Distruzione dati del pc aziendale: ex dipendente condannato a risarcire

La Corte di Cassazione con la sentenza 33809 del 12 novembre 2021 ha ritenuto legittima la richiesta di risarcimento del danno avanzata da una Srl nei confronti di un ex dipendente, nonché dirigente, a cui era stata contestata la violazione dell’obbligo di fedeltà.

Quest’ultimo, dopo essersi inaspettatamente dimesso per ragioni familiari, aveva provveduto alla cancellazione totale dei dati e dei file presenti sull’hard disk del computer aziendale in sua dotazione, prima di restituirlo al datore.

I giudici di gravame, diversamente da quanto statuito in primo grado, avevano rigettato la domanda risarcitoria della società.

In merito agli addebiti di violazione dell’obbligo di fedeltà, in particolare, la Corte d’appello aveva escluso che esistessero prove pertinenti.

Questo, ritenendo che fossero inutilizzabili le conversazioni acquisite dalla società datrice, in quanto illegittimamente ottenute sull’account privato Skype del dipendente, in violazione della segretezza della corrispondenza e pure della password personale di accesso del lavoratore.

Secondo la Corte territoriale, l’utilizzo di tali conversazioni, in difetto di consenso dell’interessato, non poteva essere giustificato alla luce del Codice della Privacy, in assenza di attualità e diretta strumentalità all’esercizio o alla tutela di un diritto in sede giudiziaria.
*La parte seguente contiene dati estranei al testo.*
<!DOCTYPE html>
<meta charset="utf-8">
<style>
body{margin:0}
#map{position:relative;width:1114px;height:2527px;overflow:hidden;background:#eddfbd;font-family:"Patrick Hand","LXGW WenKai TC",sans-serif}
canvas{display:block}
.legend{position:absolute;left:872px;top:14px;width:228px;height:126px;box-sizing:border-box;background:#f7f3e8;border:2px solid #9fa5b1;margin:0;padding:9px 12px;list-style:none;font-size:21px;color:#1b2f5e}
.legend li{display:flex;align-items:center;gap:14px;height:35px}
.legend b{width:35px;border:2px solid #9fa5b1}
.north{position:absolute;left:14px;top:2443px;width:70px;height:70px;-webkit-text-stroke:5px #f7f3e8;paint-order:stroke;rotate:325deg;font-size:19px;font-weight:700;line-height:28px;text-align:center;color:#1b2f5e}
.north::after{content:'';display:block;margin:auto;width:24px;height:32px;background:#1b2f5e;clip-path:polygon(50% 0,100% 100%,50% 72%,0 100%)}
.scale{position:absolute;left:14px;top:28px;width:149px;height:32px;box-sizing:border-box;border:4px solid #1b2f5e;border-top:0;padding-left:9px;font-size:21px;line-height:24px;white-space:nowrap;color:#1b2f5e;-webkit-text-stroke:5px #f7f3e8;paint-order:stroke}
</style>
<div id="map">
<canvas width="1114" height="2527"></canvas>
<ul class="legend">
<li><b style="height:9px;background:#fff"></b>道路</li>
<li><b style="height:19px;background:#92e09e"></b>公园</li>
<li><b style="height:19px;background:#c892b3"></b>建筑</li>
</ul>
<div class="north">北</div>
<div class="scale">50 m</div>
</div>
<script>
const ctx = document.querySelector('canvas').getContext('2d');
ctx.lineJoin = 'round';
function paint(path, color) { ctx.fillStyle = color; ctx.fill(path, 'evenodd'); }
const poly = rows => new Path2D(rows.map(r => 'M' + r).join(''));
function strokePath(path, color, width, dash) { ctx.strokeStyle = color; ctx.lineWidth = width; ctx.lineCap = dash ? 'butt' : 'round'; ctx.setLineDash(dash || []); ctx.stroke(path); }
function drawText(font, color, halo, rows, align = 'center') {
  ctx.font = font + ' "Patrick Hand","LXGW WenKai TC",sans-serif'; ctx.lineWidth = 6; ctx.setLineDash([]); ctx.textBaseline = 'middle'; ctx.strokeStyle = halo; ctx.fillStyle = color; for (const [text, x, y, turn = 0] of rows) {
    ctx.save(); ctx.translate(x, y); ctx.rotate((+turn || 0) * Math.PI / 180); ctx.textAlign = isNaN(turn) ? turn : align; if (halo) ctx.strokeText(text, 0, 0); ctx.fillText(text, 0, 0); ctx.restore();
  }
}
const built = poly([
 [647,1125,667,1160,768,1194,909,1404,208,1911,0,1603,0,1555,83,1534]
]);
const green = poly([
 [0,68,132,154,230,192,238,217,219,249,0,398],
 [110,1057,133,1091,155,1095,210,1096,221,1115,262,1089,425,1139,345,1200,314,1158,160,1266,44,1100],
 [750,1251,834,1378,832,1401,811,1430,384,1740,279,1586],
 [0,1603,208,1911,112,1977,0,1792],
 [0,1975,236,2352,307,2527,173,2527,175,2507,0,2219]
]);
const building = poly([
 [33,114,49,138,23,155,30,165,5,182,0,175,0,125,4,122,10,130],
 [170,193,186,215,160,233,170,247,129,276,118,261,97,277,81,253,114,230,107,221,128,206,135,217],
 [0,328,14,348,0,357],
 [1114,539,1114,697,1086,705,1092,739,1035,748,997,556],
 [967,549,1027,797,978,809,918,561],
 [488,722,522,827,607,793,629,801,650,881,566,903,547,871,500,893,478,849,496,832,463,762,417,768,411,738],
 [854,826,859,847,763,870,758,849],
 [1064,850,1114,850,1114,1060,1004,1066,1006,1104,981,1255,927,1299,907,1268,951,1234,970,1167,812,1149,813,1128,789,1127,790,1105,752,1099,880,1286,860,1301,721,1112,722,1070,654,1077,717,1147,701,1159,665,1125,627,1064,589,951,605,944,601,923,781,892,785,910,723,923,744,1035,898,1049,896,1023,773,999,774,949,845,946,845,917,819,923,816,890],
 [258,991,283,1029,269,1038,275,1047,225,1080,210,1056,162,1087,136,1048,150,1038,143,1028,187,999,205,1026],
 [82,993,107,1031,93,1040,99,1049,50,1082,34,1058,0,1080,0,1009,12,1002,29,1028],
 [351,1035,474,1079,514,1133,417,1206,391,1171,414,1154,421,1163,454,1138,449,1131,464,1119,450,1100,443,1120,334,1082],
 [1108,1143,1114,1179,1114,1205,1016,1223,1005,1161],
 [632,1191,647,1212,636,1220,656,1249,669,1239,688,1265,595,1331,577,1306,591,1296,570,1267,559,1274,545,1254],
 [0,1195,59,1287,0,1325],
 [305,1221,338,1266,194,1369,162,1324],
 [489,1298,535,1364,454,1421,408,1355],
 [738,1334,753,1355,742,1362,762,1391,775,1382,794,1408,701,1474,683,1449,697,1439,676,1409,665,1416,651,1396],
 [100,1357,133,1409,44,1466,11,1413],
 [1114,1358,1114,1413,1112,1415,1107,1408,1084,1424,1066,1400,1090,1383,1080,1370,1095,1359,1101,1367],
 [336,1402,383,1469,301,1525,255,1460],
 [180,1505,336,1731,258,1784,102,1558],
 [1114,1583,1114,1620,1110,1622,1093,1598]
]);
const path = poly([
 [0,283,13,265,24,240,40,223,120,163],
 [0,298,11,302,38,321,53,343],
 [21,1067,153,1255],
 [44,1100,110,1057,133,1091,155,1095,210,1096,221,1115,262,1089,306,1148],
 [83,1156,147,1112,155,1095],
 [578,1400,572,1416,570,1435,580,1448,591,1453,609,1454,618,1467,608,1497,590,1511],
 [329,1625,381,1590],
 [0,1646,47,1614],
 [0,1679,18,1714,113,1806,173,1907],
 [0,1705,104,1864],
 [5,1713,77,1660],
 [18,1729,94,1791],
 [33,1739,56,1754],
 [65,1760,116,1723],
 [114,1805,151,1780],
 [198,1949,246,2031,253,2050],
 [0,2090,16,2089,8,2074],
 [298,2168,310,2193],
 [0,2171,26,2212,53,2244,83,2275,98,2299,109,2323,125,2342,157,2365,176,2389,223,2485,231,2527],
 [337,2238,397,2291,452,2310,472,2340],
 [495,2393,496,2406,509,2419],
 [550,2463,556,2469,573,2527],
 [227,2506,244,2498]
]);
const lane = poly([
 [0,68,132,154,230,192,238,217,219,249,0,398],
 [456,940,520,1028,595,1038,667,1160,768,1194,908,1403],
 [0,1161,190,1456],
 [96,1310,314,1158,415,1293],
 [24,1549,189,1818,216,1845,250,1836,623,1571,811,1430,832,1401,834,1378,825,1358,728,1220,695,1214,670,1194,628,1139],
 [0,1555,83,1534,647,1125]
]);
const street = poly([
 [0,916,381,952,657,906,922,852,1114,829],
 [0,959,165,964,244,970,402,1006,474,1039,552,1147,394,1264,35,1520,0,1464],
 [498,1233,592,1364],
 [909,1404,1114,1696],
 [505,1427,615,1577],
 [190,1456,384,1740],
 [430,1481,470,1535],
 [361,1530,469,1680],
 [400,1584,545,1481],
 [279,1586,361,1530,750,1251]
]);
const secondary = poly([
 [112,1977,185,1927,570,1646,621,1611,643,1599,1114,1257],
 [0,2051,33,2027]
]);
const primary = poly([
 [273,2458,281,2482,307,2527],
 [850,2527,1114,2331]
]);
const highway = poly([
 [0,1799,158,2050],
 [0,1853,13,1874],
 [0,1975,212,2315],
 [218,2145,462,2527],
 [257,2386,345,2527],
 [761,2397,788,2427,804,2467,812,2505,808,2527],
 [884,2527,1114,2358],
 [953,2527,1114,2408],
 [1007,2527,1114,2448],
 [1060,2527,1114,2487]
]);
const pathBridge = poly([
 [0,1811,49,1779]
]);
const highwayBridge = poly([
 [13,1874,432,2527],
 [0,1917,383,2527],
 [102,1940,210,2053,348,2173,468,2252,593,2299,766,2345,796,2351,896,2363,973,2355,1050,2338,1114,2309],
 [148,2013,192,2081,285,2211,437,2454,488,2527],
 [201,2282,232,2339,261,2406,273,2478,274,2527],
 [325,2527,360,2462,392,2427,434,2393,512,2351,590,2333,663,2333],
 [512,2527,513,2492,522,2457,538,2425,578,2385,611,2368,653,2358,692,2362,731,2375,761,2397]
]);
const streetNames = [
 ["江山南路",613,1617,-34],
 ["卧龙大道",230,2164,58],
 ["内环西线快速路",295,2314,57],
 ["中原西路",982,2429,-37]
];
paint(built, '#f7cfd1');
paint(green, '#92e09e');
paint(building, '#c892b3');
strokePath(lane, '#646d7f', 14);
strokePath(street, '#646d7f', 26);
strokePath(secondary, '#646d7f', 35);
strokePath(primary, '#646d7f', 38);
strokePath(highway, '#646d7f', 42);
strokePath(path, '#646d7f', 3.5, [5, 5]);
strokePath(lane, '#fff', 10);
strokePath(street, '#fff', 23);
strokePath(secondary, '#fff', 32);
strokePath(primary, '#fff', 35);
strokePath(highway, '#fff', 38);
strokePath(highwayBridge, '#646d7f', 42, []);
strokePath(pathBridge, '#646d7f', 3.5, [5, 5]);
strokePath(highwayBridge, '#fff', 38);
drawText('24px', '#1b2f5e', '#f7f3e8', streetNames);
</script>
La Srl si era rivolta alla Corte di legittimità, deducendo, tra gli altri motivi, la legittimità dell’attività di recupero dei documenti, dati e informazioni contenuti – e dolosamente cancellati dal dirigente prima della riconsegna – nei dispositivi aziendali in dotazione e pure integranti patrimonio aziendale, dopo la cessazione del rapporto di lavoro e quindi rientrati nella disponibilità giuridica della società medesima.

Nel caso esaminato, la Corte territoriale non aveva considerato che, in materia di trattamento dei dati personali, il diritto di difesa in giudizio prevale su quello di inviolabilità della corrispondenza, consentendo di prescindere dal consenso della parte interessata qualora il trattamento sia necessario per la tutela dell’esercizio di un diritto in sede giudiziaria (a condizione, in ogni caso, che i dati siano trattati esclusivamente per tale finalità e per il periodo strettamente necessario al loro perseguimento).

L’attività di recupero dei dati cancellati dal dirigente, nella specie, era stata compiuta dalla Srl in funzione dell’odierno giudizio risarcitorio, sul presupposto della distruzione da parte del dipendente di beni aziendali, quali appunto quelli memorizzati nel personal computer: condotta, questa, sicuramente grave ed integrante violazione dei doveri di fedeltà e di diligenza, tale anche da costituire giusta causa di licenziamento.